A few months later, as Linda sifted through the journal entries she'd written during the separation, she felt a growing desire to help others struggling with a marriage in crisis. Part of her hesitated, however, recognizing that to be truly effective, she'd need to share personal details from her marriage.
"I thought, I don't know if I want to put my life out there," she says. "Both my husband and I are private people." So private, in fact, that some of their friends never knew the couple had been separated—for three years.
Wanting Marv's blessing, Linda gathered her courage and showed him what she'd written. "He told me, 'Linda, this is a way to make all the pain we've gone through be something that can glorify God. This is Romans 8:28.'"
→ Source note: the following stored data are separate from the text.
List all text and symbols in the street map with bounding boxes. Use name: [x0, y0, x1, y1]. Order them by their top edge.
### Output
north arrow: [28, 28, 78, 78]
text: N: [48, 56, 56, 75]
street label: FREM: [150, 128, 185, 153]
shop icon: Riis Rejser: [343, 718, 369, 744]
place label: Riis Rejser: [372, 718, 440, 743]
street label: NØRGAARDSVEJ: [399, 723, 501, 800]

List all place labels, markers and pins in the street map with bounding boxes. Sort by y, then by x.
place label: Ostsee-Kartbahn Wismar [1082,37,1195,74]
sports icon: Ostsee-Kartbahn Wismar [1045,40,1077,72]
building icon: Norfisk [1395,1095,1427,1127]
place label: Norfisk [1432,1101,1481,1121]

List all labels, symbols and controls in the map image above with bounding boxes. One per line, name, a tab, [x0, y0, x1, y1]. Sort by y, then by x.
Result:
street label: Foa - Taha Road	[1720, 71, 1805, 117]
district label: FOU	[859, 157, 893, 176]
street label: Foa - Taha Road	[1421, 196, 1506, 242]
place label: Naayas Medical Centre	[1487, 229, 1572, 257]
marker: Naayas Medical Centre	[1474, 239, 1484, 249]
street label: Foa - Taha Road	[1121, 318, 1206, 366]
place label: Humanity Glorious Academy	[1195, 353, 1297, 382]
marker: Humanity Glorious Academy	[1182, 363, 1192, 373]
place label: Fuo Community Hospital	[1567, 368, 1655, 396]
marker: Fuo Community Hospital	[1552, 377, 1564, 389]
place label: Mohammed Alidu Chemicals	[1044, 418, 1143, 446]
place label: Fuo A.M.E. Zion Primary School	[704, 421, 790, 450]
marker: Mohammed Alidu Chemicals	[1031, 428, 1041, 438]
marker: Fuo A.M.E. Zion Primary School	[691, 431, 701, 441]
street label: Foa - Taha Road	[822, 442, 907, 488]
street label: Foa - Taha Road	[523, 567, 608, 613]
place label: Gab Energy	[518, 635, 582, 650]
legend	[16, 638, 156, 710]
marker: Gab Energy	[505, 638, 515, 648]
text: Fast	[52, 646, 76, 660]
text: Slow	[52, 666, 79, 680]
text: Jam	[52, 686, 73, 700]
With that support, Linda wrote a book, Broken Heart on Hold: Surviving Separation. Soon she began to receive e-mails from readers. Touched by so many people pouring out their pain, Linda responded to each one. Eventually she started an e-newsletter to reach hurting people during difficult times, such as Christmas or Valentine's Day, and offer resources to help.
Encouraged by the responses, Linda wanted to start a class at their church. When she approached Marv, he liked the idea, and they pursued it together. "At that point, people who were separated attended a divorce recovery class," Linda says. "Our pastor's wife agreed with us that separated people should be in a unique support situation that would encourage them to reconcile."
They didn't expect many couples to attend their first class, figuring most people wouldn't want others to know they were experiencing marriage problems. To their surprise, about 25 people came. That number grew with each consecutive class; today, typically 100 people register for a new session.
For Linda, the numbers are a testament to how badly the ministry is needed. "We first encourage them to focus on God," she says. "Then we give them resources and practical tips on improving communication and conflict resolution, such as filtering out hurtful words and expressing anger before it builds up and explodes."
The Rooks' passion for marriage reconciliation has blessed countless broken relationships. Linda recalls one woman whose husband planned to file for divorce the following week. "She read my book and started to attend our Marriage 911 class," Linda says, "and she saw that she needed to make changes in herself. By the time we were midway through our class, her husband decided he didn't want a divorce and started to come with her."
As they minister to others, Linda and Marv find their marriage benefits as well. "We learn from our own teaching," admits Linda. "Our discussions about curriculum help keep us on track and make us aware of anything we may be falling back on."
Seeing God use that dark time in her marriage to bless others has brought Linda a deep sense of purpose and joy. "I see people in conflict, so depressed and confused. They're in a dark tunnel right now, but there's hope on the other side. Even if their marriage can't be reconciled, they can draw closer to God and know he really has a plan, a purpose, and a future for them. And I'm so glad to be part of his work in their lives."